Zacharie, dont le plus grave méfait de sa vie usurière n’alloit point encore jusqu’au meurtre, à l’empoisonnement, étoit réellement épouvanté de l’action d’Élie Déé ; le crime à commettre l’avoit intimidé, mais le crime commis le livroit à la terreur de l’accusation de complicité ; alors, pour se soustraire aux terribles conséquences qu’elle lui promettoit, et en même temps pour tirer un bénéfice quelconque du plus rapace et du plus rusé de ses coreligionnaires, il résolut de dénoncer au prévôt lui-même l’empoisonneur d’Anice, moyennant l’obole de récompense qu’il ne faisoit pas monter, dans ses calculs, à moins de cent écus au soleil ; ce qui étoit mettre au corps d’Élie Déé un prix plus fort que Judas n’avoit exigé des princes des prêtres ; mais cela arrive toujours ainsi, les reliques d’un saint, tibia, pied ou crâne pour des brimborions en verroterie, quelques sous et deux messes, et la même fraction d’un mécréant se vendra, par une circonstance donnée, au taux d’une demi-prébende de chanoinie.
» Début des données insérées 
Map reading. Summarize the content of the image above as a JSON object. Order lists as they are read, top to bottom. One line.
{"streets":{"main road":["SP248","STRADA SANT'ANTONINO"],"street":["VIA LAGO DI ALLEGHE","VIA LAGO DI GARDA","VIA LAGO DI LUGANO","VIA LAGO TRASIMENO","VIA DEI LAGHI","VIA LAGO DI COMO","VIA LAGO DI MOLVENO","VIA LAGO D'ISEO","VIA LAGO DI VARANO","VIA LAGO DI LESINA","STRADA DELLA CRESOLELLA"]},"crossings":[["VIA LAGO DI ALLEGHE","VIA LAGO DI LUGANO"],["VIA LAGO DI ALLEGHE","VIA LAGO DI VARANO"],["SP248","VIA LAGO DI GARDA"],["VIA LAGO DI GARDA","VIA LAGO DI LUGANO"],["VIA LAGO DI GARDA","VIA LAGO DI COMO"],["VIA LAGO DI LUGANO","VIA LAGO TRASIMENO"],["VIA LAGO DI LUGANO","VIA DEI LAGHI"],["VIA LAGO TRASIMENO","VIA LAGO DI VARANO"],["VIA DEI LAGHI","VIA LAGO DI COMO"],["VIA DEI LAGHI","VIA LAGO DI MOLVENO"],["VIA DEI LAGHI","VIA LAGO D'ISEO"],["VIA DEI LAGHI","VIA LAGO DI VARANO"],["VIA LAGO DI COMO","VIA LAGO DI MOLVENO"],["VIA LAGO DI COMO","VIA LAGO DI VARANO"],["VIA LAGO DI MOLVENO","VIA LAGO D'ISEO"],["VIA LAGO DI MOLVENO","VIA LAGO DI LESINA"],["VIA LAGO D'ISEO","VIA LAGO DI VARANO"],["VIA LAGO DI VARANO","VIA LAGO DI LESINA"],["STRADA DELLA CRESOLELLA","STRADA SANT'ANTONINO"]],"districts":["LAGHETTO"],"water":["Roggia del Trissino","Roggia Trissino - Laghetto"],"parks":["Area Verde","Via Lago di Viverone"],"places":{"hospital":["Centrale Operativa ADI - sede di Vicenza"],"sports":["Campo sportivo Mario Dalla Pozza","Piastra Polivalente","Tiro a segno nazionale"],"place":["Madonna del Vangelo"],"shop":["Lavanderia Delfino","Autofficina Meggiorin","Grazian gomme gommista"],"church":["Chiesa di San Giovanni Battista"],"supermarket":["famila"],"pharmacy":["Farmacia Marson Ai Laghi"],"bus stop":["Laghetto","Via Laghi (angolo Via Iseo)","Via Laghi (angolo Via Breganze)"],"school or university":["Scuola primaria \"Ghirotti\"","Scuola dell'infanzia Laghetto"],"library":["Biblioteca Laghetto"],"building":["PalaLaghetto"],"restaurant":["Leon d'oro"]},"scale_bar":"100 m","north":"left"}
Le prévôt des maréchaux en la ville d’Agen savoit fort bien que plus d’un écu, arraché de sa poche, par l’importunité de son neveu, avoit servi à solder le droit usuraire prélevé par Zacharie ; la visite du juif lui inspira aussitôt des mauvaises pensées auxquelles la grave confidence, concernant Élie Déé, ne donna que plus d’importance.

— Fils de Satanas, dit le prévôt, en portant à sa moustache un grain de son chapelet, — j’allois envoyer mes soldats dans ton officine damnée pour y éplucher les mauvaises herbes qui doivent s’y trouver, et t’amener coucher ici, sur le petit lit du tourmenteur… Tu viens de toi-même, c’est méritoire. Pour te prouver ma bonne volonté, au lieu de la tenaille et des brodequins que je te destinois, et pour remplacer les cent écus au soleil, que tu me demandes, je vais te soumettre généreusement à l’épreuve de l’eau. Dix pintes dans ton maigre corps suffiront pour en laver les impuretés…

— Seigneur mon Dieu ! s’écria Zacharie en tombant à genoux devant le prévôt, — ai-je fait preuve de mon horreur pour les poisons et maléfices, à cette fin d’être exposé à un pareil supplice !… Qu’ai-je fait à Dieu, et à la loi ?… Prenez pitié d’un pauvre homme qui vouloit que justice fût faite en la personne d’un empoisonneur.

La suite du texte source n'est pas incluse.